━━ INFORMATION GIVEN ━━

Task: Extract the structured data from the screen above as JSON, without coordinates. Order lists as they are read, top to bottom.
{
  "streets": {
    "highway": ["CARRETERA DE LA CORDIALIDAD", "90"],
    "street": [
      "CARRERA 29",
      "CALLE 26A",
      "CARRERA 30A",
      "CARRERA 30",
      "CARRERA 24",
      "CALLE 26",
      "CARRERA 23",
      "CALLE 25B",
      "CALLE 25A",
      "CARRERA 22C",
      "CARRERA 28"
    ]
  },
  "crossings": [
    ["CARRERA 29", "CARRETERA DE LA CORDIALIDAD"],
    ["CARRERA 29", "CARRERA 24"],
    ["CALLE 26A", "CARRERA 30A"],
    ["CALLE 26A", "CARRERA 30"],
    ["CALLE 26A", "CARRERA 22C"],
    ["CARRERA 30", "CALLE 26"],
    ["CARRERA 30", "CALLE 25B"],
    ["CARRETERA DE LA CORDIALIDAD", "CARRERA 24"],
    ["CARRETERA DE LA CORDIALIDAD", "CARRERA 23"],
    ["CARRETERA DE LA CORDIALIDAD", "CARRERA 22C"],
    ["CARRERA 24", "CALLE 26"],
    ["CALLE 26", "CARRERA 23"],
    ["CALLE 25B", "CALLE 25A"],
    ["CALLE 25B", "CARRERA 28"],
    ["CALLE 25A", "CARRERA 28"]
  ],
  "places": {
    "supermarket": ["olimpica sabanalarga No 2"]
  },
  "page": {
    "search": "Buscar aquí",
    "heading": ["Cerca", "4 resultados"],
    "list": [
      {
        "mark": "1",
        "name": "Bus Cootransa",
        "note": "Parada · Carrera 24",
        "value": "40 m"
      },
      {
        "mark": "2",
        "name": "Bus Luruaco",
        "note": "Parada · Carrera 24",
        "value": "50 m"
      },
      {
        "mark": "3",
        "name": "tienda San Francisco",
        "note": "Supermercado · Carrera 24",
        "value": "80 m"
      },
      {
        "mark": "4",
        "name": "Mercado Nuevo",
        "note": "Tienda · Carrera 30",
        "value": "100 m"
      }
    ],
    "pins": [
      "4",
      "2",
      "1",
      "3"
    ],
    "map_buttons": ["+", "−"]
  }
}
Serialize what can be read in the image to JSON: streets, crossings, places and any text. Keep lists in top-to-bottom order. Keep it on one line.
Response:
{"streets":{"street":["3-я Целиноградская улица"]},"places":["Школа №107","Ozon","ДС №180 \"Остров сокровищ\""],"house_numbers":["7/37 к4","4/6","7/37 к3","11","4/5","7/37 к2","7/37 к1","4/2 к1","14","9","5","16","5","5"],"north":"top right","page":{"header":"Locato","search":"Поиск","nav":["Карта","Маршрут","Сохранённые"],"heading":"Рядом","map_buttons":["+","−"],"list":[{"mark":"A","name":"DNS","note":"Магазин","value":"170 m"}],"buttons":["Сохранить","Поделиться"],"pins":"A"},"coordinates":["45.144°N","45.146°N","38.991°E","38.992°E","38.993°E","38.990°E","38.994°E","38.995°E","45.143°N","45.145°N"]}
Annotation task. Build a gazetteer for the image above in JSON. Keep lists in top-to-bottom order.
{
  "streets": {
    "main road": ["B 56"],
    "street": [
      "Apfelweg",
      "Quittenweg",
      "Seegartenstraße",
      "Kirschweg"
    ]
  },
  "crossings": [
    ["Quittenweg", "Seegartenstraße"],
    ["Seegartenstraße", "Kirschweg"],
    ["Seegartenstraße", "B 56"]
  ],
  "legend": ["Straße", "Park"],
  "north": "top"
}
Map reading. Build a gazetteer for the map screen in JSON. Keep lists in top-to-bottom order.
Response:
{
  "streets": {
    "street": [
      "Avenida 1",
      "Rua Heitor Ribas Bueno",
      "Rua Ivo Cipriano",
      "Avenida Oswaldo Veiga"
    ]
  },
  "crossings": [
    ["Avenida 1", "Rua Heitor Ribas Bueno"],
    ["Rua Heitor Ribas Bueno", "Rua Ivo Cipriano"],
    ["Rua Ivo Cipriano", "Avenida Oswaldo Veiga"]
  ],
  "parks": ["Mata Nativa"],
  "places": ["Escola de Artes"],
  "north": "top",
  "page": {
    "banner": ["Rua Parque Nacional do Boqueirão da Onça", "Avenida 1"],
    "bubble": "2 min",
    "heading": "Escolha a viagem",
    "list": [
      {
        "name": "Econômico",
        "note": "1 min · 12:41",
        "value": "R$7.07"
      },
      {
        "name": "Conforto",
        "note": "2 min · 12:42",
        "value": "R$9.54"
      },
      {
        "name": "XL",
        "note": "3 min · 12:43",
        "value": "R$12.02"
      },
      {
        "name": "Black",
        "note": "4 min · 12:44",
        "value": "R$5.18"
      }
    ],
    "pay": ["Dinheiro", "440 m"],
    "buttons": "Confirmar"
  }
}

━━━

TASK STATEMENT =>
Retype the data in full, precisely as given.

WRITTEN ANSWER =>
Task: Extract the structured data from the screen above as JSON, without coordinates. Order lists as they are read, top to bottom.
{
  "streets": {
    "highway": ["CARRETERA DE LA CORDIALIDAD", "90"],
    "street": [
      "CARRERA 29",
      "CALLE 26A",
      "CARRERA 30A",
      "CARRERA 30",
      "CARRERA 24",
      "CALLE 26",
      "CARRERA 23",
      "CALLE 25B",
      "CALLE 25A",
      "CARRERA 22C",
      "CARRERA 28"
    ]
  },
  "crossings": [
    ["CARRERA 29", "CARRETERA DE LA CORDIALIDAD"],
    ["CARRERA 29", "CARRERA 24"],
    ["CALLE 26A", "CARRERA 30A"],
    ["CALLE 26A", "CARRERA 30"],
    ["CALLE 26A", "CARRERA 22C"],
    ["CARRERA 30", "CALLE 26"],
    ["CARRERA 30", "CALLE 25B"],
    ["CARRETERA DE LA CORDIALIDAD", "CARRERA 24"],
    ["CARRETERA DE LA CORDIALIDAD", "CARRERA 23"],
    ["CARRETERA DE LA CORDIALIDAD", "CARRERA 22C"],
    ["CARRERA 24", "CALLE 26"],
    ["CALLE 26", "CARRERA 23"],
    ["CALLE 25B", "CALLE 25A"],
    ["CALLE 25B", "CARRERA 28"],
    ["CALLE 25A", "CARRERA 28"]
  ],
  "places": {
    "supermarket": ["olimpica sabanalarga No 2"]
  },
  "page": {
    "search": "Buscar aquí",
    "heading": ["Cerca", "4 resultados"],
    "list": [
      {
        "mark": "1",
        "name": "Bus Cootransa",
        "note": "Parada · Carrera 24",
        "value": "40 m"
      },
      {
        "mark": "2",
        "name": "Bus Luruaco",
        "note": "Parada · Carrera 24",
        "value": "50 m"
      },
      {
        "mark": "3",
        "name": "tienda San Francisco",
        "note": "Supermercado · Carrera 24",
        "value": "80 m"
      },
      {
        "mark": "4",
        "name": "Mercado Nuevo",
        "note": "Tienda · Carrera 30",
        "value": "100 m"
      }
    ],
    "pins": [
      "4",
      "2",
      "1",
      "3"
    ],
    "map_buttons": ["+", "−"]
  }
}
Serialize what can be read in the image to JSON: streets, crossings, places and any text. Keep lists in top-to-bottom order. Keep it on one line.
Response:
{"streets":{"street":["3-я Целиноградская улица"]},"places":["Школа №107","Ozon","ДС №180 \"Остров сокровищ\""],"house_numbers":["7/37 к4","4/6","7/37 к3","11","4/5","7/37 к2","7/37 к1","4/2 к1","14","9","5","16","5","5"],"north":"top right","page":{"header":"Locato","search":"Поиск","nav":["Карта","Маршрут","Сохранённые"],"heading":"Рядом","map_buttons":["+","−"],"list":[{"mark":"A","name":"DNS","note":"Магазин","value":"170 m"}],"buttons":["Сохранить","Поделиться"],"pins":"A"},"coordinates":["45.144°N","45.146°N","38.991°E","38.992°E","38.993°E","38.990°E","38.994°E","38.995°E","45.143°N","45.145°N"]}
Annotation task. Build a gazetteer for the image above in JSON. Keep lists in top-to-bottom order.
{
  "streets": {
    "main road": ["B 56"],
    "street": [
      "Apfelweg",
      "Quittenweg",
      "Seegartenstraße",
      "Kirschweg"
    ]
  },
  "crossings": [
    ["Quittenweg", "Seegartenstraße"],
    ["Seegartenstraße", "Kirschweg"],
    ["Seegartenstraße", "B 56"]
  ],
  "legend": ["Straße", "Park"],
  "north": "top"
}
Map reading. Build a gazetteer for the map screen in JSON. Keep lists in top-to-bottom order.
Response:
{
  "streets": {
    "street": [
      "Avenida 1",
      "Rua Heitor Ribas Bueno",
      "Rua Ivo Cipriano",
      "Avenida Oswaldo Veiga"
    ]
  },
  "crossings": [
    ["Avenida 1", "Rua Heitor Ribas Bueno"],
    ["Rua Heitor Ribas Bueno", "Rua Ivo Cipriano"],
    ["Rua Ivo Cipriano", "Avenida Oswaldo Veiga"]
  ],
  "parks": ["Mata Nativa"],
  "places": ["Escola de Artes"],
  "north": "top",
  "page": {
    "banner": ["Rua Parque Nacional do Boqueirão da Onça", "Avenida 1"],
    "bubble": "2 min",
    "heading": "Escolha a viagem",
    "list": [
      {
        "name": "Econômico",
        "note": "1 min · 12:41",
        "value": "R$7.07"
      },
      {
        "name": "Conforto",
        "note": "2 min · 12:42",
        "value": "R$9.54"
      },
      {
        "name": "XL",
        "note": "3 min · 12:43",
        "value": "R$12.02"
      },
      {
        "name": "Black",
        "note": "4 min · 12:44",
        "value": "R$5.18"
      }
    ],
    "pay": ["Dinheiro", "440 m"],
    "buttons": "Confirmar"
  }
}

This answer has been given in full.